Abstract 13427: Extracellular Vesicles Improve Heart Function Without Inducing the Generation of New Cardiomyocytes

Abstract

Introduction: Extracellular Vesicles (EV) recapitulate the benefits of cell therapy for heart repair. Their mechanism of action remains unsettled. Hypothesis: EV may contribute to heart repair by de novo cardiogenesis. Methods: To answer this question, we used 2 bi-transgenic mouse models: the fate-mapping MerCreMer/ZEG and the Mosaic Analysis With Double Markers (MADM). Myocardial infarction was induced by permanent coronary artery ligation. Those with a LVEF ≤ 45% were treated 3 weeks later with EV (from human iPS-derived cardiovascular progenitor cells; 10x10 9 particles) or PBS, injected under echo guidance in the peri-infarcted area (MerCreMer/ZEG: n=15/group and MADM: n=6/group). To track endogenous cardiomyocyte (CM) proliferation, we used EdU labeling in MerCreMer/ZEG delivered by osmotic pumps implanted for 7-10 days post-injection and biphoton microscopy in MADM models. Cardiac function was assessed 4-6 weeks after injection by echocardiography and MRI, blinded to treatment group. Hearts were then subjected to histological and transcriptomic analyses (qPCR and genome-wide microarray). Results: In PBS controls, EF remained stable over time in MerCreMer/ZEG mice and decreased from 34.5% ± 6.0% to 30.7% ± 7.5% in MADM mice by the end of the study. Conversely, EV injections increased EF from 32.1% ± 9.5% to 36.1% ± 7.45 % in MerCreMer/ZEG and from 36.2 %± 8.7% to 40.5% ± 8.9% in MADM mice. A significant difference in the change from baseline was found between EV and controls: 20.7% ± 10.5 % (p=0.048) and 28.0% ± 11.0 %, (p=0.045) for MerCreMer/ZEG and MADM groups, respectively. This improvement was confirmed by MRI in MerCreMer/ZEG mice (p=0.05). Improvement in EF was unrelated to the appearance of new CM, as shown by the absence of difference in TnT+/EdU+/GFP+ cell numbers and the lack of activation of the YAP/TAZ pathway between control and EV groups.

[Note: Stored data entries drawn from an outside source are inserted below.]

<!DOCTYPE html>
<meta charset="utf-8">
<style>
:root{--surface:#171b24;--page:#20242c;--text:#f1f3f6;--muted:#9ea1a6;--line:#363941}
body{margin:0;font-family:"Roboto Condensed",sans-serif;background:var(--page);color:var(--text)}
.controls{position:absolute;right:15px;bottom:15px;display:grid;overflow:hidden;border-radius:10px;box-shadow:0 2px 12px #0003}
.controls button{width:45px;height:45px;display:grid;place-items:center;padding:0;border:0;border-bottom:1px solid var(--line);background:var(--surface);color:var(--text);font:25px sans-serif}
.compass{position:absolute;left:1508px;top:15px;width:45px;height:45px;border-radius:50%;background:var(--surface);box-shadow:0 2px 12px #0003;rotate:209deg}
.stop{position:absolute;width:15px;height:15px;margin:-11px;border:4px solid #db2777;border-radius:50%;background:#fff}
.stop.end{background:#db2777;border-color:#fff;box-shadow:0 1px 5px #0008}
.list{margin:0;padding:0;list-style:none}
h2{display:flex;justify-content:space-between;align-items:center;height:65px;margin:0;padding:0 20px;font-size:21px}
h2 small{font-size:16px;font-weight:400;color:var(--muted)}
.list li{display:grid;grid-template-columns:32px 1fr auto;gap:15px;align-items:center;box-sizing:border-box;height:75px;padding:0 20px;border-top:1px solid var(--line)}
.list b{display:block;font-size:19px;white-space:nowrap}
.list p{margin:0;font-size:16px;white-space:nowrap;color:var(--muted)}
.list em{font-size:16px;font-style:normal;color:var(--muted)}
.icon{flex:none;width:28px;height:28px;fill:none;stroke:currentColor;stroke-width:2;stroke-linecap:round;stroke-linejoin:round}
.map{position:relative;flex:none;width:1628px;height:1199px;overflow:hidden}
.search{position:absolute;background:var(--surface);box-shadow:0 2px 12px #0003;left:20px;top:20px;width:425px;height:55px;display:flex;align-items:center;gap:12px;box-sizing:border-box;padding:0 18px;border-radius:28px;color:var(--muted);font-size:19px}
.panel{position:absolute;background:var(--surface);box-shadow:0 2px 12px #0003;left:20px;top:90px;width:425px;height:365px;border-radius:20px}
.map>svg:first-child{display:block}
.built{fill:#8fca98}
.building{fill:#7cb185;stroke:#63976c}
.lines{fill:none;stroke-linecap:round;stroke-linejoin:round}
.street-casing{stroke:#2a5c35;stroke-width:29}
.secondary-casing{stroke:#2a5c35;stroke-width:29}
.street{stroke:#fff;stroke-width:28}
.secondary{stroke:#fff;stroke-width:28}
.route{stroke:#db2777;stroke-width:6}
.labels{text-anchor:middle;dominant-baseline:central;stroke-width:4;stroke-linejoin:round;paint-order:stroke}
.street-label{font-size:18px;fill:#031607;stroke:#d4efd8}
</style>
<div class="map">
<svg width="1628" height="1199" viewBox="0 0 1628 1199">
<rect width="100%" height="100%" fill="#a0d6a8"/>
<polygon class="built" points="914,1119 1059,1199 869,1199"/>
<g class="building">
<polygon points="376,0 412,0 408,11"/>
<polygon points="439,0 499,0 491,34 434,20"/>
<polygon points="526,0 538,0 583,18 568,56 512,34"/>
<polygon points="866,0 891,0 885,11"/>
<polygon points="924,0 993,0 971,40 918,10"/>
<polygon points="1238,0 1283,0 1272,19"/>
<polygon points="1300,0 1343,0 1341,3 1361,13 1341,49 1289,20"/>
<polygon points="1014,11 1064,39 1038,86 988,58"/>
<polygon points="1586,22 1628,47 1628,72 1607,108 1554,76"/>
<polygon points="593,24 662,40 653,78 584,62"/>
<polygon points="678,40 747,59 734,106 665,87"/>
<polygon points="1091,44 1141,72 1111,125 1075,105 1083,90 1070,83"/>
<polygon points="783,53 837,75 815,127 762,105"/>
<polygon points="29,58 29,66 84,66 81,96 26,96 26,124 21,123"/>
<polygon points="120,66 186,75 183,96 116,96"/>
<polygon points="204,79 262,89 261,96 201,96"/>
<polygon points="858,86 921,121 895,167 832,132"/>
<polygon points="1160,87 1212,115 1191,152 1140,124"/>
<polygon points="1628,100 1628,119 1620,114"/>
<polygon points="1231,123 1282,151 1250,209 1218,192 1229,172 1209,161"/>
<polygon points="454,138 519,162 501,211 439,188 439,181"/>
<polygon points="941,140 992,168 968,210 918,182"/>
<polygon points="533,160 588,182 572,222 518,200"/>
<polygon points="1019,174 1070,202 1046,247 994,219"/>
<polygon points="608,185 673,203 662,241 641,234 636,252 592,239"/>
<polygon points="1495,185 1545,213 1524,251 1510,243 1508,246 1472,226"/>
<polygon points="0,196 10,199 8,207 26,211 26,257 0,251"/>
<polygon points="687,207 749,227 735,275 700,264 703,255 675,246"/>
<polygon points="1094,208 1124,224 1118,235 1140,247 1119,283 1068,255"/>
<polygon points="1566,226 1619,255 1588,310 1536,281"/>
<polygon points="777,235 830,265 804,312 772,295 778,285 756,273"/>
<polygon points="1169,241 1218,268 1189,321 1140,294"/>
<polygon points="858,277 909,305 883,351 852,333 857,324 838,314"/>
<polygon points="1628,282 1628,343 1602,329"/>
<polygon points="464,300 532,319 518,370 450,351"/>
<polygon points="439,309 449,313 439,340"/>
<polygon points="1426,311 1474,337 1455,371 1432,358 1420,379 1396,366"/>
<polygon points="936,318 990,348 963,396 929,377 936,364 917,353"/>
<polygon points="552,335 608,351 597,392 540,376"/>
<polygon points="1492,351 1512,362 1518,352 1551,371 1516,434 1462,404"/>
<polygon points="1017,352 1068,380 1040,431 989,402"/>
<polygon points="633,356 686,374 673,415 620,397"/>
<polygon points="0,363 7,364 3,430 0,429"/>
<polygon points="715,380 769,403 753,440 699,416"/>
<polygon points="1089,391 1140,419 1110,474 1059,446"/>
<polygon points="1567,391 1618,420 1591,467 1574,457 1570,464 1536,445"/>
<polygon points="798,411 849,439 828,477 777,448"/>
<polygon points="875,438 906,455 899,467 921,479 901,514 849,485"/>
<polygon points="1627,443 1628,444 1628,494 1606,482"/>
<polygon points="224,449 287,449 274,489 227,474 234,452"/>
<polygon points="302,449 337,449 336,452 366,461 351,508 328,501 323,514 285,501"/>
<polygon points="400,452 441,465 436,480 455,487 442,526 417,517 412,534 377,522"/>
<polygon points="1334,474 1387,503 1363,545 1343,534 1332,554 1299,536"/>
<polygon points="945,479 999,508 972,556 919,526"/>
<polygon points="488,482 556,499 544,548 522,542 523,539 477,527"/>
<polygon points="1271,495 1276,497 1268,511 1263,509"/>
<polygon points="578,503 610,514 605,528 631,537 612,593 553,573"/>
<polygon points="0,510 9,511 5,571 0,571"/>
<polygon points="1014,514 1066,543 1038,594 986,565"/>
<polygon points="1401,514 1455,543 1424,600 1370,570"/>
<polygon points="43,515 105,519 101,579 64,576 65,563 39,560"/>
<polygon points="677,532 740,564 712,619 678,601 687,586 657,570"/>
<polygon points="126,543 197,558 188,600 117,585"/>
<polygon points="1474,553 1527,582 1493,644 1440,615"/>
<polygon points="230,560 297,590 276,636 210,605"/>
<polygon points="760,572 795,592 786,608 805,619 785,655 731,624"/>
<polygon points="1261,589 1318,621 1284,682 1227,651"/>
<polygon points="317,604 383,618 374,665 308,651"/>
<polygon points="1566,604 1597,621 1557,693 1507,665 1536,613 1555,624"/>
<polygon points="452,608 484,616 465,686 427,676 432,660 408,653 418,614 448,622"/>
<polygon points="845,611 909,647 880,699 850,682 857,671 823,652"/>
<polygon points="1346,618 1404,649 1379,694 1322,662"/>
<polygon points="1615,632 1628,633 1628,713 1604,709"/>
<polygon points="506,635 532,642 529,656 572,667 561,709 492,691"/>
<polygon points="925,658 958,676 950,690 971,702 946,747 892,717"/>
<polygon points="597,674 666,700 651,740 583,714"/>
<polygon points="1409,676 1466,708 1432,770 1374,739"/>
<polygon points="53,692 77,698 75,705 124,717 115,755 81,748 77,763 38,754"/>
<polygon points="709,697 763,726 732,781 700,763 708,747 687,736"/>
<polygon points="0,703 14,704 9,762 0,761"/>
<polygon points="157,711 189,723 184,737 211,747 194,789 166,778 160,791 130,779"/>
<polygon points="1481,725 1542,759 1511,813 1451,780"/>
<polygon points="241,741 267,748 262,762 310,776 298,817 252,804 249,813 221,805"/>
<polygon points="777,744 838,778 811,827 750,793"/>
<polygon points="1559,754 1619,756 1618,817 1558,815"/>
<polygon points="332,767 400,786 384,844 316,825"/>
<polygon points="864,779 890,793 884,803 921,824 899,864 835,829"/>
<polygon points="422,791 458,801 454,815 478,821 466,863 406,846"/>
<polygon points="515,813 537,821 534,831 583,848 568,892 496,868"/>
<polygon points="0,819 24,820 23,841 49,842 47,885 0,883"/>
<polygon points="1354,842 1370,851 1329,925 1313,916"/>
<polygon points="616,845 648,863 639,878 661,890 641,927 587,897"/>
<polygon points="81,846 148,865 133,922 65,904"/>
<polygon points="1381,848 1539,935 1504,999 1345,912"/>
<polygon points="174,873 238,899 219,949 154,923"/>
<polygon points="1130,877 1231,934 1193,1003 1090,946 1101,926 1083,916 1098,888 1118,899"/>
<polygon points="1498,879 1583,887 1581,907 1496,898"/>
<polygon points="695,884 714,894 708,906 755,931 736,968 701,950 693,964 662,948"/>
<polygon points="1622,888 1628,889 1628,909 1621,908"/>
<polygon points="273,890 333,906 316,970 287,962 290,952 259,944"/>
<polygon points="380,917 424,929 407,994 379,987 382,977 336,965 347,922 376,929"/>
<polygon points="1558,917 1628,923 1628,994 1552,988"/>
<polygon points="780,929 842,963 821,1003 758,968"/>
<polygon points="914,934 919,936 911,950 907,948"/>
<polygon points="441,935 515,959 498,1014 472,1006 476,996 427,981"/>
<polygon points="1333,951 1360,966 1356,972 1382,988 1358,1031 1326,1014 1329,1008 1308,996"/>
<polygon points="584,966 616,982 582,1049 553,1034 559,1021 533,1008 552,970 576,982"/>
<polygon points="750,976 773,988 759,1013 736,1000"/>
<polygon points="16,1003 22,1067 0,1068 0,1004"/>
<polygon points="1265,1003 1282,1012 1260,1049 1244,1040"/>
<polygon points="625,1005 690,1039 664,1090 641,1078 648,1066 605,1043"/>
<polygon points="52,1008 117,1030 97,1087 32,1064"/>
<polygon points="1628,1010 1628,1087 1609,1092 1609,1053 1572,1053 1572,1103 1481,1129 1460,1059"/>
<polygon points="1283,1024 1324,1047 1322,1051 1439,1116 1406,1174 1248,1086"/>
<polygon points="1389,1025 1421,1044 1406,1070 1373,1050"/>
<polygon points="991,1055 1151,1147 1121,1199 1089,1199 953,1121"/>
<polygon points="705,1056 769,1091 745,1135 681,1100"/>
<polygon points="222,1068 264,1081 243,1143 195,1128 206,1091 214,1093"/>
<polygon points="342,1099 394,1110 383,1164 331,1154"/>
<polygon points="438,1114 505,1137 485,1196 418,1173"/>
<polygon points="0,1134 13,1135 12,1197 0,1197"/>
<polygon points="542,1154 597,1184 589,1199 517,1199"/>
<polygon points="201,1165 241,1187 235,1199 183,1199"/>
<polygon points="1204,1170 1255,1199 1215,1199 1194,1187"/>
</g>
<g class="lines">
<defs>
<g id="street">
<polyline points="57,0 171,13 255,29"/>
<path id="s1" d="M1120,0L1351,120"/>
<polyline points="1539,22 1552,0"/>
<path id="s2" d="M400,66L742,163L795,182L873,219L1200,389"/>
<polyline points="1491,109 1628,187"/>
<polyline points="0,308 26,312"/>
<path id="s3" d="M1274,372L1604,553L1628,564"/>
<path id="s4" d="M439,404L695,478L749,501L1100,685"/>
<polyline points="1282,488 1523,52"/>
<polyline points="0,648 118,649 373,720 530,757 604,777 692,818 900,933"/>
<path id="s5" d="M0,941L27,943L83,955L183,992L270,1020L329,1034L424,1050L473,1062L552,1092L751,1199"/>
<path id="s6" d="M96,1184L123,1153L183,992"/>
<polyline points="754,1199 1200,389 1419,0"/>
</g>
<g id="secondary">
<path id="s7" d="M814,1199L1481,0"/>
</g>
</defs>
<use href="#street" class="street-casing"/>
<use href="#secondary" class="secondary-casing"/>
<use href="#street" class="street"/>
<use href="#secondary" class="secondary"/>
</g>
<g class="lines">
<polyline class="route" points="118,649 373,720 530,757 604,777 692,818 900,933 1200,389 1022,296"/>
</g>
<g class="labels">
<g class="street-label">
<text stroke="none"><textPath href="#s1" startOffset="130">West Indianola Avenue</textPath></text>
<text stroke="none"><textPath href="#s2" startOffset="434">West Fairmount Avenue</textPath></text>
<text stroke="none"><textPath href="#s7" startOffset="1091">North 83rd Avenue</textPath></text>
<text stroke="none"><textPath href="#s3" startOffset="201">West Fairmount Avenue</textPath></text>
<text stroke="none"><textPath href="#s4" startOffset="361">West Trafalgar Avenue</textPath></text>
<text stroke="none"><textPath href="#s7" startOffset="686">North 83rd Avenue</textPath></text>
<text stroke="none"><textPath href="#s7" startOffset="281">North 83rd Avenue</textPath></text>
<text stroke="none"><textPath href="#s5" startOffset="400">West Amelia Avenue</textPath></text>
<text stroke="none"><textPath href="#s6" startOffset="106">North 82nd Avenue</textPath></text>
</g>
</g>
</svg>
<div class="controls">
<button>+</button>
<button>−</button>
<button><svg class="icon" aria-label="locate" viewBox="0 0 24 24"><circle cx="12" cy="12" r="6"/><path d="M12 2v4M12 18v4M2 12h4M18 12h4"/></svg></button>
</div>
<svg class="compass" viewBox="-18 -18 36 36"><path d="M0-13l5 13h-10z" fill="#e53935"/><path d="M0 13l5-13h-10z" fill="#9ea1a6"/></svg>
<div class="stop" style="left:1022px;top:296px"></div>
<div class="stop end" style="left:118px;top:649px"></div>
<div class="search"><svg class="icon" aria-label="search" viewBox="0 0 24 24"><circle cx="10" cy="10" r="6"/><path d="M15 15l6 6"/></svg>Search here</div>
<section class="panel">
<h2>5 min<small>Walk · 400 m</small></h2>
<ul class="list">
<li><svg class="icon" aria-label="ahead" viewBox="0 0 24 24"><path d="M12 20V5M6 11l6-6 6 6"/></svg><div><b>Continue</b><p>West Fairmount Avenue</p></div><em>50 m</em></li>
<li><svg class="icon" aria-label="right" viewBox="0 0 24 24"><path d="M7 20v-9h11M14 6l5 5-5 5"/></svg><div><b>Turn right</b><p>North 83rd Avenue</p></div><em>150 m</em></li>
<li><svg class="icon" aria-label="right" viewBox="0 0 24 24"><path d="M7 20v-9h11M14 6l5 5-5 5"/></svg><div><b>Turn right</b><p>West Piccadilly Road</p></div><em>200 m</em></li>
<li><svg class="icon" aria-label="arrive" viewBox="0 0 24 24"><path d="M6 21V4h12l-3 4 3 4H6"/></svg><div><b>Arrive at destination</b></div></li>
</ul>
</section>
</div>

However, EV reduced infarct size by 11.9% ± 5.75% (p=0.04), which was accompanied by decreased expression of 4 pro-fibrotic genes (Col1a2, Col3a1, Lox, Col1a2 by qPCR) in heart tissue and a 2.13X overexpression of the anti-fibrotic miRNA 133a-1 compared to controls (n=3/group; p=0.001). Conclusions: EV likely improve cardiac function by modulation of fibrosis rather than by de novo cardiogenesis.